Published on: 21 September 2023 at 09:30 IST
Court: Supreme Court of United States of America
Citation: Morey V. Doud (1957)
Honourable Supreme Court of United States has held that the Hon’ble Courts must show judicial restraint to interfere with tax legislation unless it is shown and proved that such taxing statute is manifestly unjust or glaringly unconstitutional.
The test of taxing statutes would be viewed on more stringent tests and the law makers should be given greater latitude. The Morey Principal, lays the presumption in favour of constitutionality of the statute and that the burden is on the person who attacks it, to establish that there has been clear transgression of the constitutional principles. The laws relating to economic activities should be viewed with greater latitude than laws touching civil rights such as freedom of speech, religion, etc.

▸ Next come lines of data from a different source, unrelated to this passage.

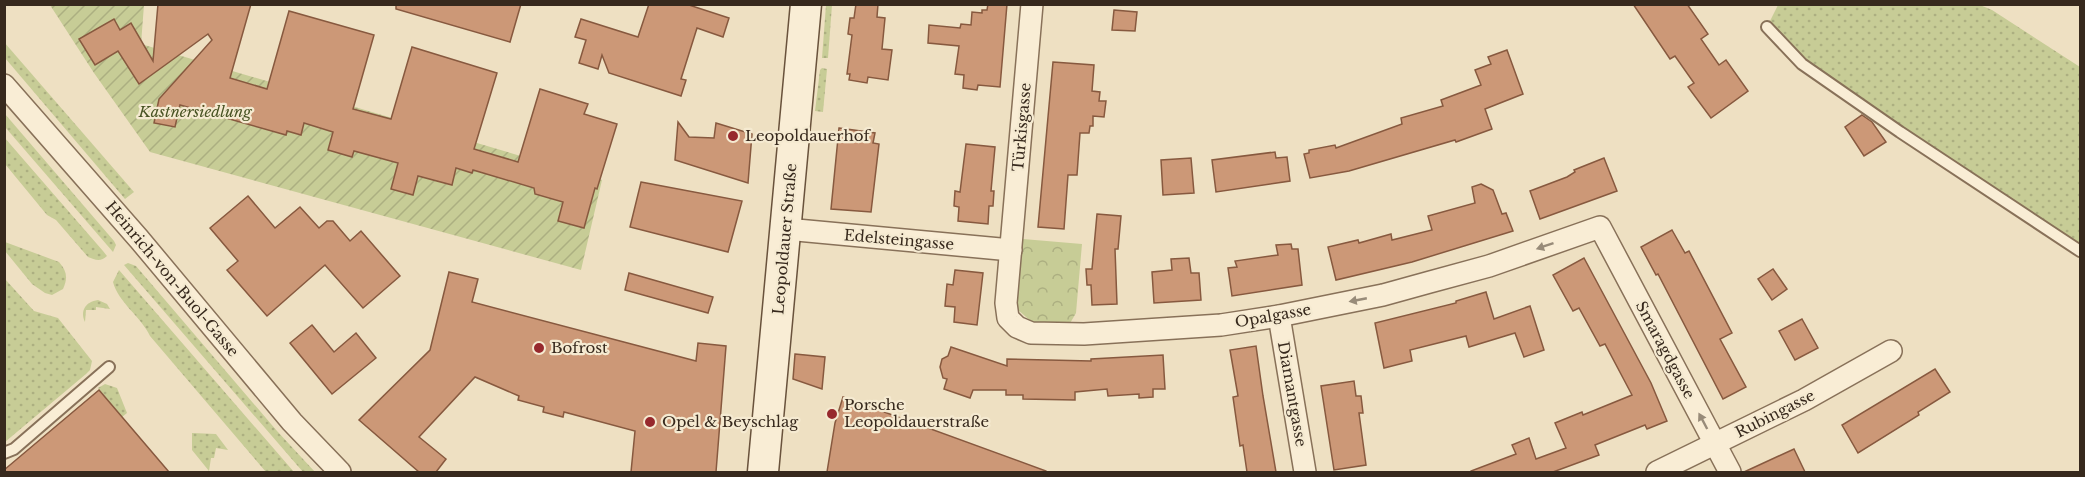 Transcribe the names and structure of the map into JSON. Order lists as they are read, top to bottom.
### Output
{
  "streets": {
    "main road": ["Leopoldauer Straße"],
    "street": [
      "Türkisgasse",
      "Edelsteingasse",
      "Heinrich-von-Buol-Gasse",
      "Opalgasse",
      "Smaragdgasse",
      "Diamantgasse",
      "Rubingasse"
    ]
  },
  "crossings": [
    ["Türkisgasse", "Edelsteingasse"],
    ["Türkisgasse", "Opalgasse"],
    ["Leopoldauer Straße", "Edelsteingasse"],
    ["Edelsteingasse", "Opalgasse"],
    ["Opalgasse", "Smaragdgasse"],
    ["Opalgasse", "Diamantgasse"],
    ["Smaragdgasse", "Rubingasse"]
  ],
  "one_way": ["Opalgasse", "Smaragdgasse"],
  "parks": ["Kastnersiedlung"],
  "places": [
    "Leopoldauerhof",
    "Bofrost",
    "Porsche Leopoldauerstraße",
    "Opel & Beyschlag"
  ]
}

“In the utilities, tax and economic regulation cases, there are good reasons for judicial self-restraint if not judicial deference to legislative judgment. The legislature after all has the affirmative responsibility. The courts have only the power to destroy, not to reconstruct. When these are added to the complexity of economic regulation, the uncertainty, the liability to error, the bewildering conflict of the experts, and the number of times the judges have been overruled by events – self-limitation can be seen to be the path to judicial wisdom and institutional prestige and stability.”